Remember, oil is a global market. If prices are lower in the U.S. than elsewhere — which would be the goal of any release — then it will be sold elsewhere.

But didn’t there used to be an oil export ban? Yes — from 1975 until 2015, when former President Barack Obama lifted it. 

In addition to the release from the Strategic Petroleum Reserve, a group of 11 Democratic senators, including Elizabeth Warren (D-Mass.), called for the Biden administration to reinstate that ban.

Oil producers don’t like that idea. An export ban “probably makes prices higher, not lower," Karr Ingham of the Texas Alliance of Energy Producers told Fox Business.

Last words: White House press secretary Jen Psaki said that the high prices made for “an even stronger case for doubling down our investment and our focus on clean energy options, so that we are not relying on the fluctuations and OPEC,” E&E News reported.

 

A MESSAGE FROM SOUTHERN COMPANY

At Southern Company, we achieved our interim net zero energy goal ten years early. Today, we continue our work toward a net zero future. Learn more.

 

Monday Miscellanies

White gold in California, more delays for Build Back Better and a crucial breakthrough on carbon markets.

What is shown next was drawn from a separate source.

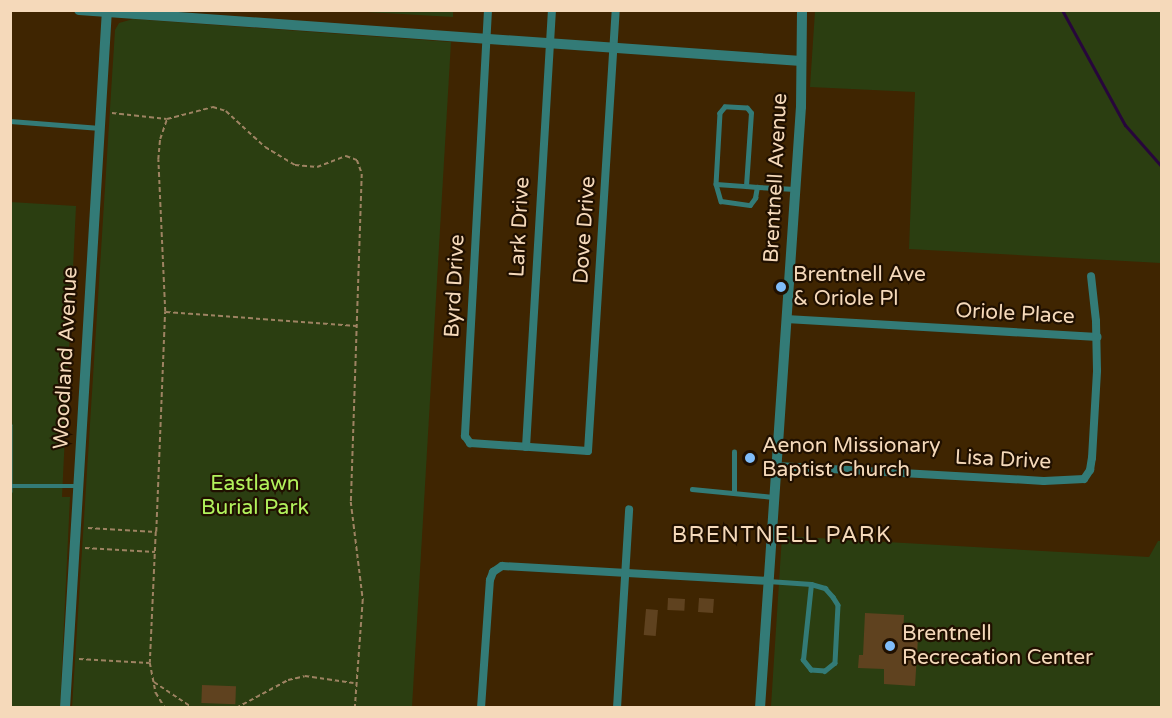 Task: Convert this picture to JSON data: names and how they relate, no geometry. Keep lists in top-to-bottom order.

As demand for electric vehicles surges, company bets on lithium in Salton Sea

  • An Australian drilling company is about to tap into a reservoir of salty, superheated water to generate both renewable, geothermal energy and mine lithium, the key ingredient in electric vehicle batteries, the Los Angeles Times reported.
  • The project, called “Hell’s Kitchen,” is located in California’s highly saline Salton Sea. Today, most lithium comes from hard-rock mines in Australia and destructive evaporation ponds in South America, while the Salton Sea resource could offer large lithium — or “white gold” — supplies without harming the environment, according to the Times.
  • “We know we can do it. Now it’s a matter of how well can we do it,” Jim Turner, chief operator for the company, Controlled Thermal Resources, told the Times.

Democrats postpone Build Back Better vote until December

  • A Senate vote on the $1.75 trillion reconciliation bill — which contains sweeping measures to fight climate change and establish universal pre-k — will likely get bumped to December, Politico reported. 
  • Delays on voting in the House now mean any bill sent to the Senate will probably get stuck behind the National Defense Authorization Act, which tends to get larded up with bipartisan amendments, The Hill reported. 
  • If the bill slips past Thanksgiving, it risks running into other potential deadlines, “including funding the government,” The Hill reported. 

One winner at COP26: carbon markets

  • A new carbon-trading agreement stands “as one of the most concrete outcomes” of the COP26 climate conference, The Wall Street Journal reported.
  • The agreement creates “a U.N.-certified credit” to allow trading across the existing carbon markets, The Journal reported.
  • The new shared standard could smooth over roadblocks that have long slowed the adoption of international carbon markets, which could “unleash a whole new wave of investment,” Dirk Forrister, president of the International Emissions Trading Association, told the Journal.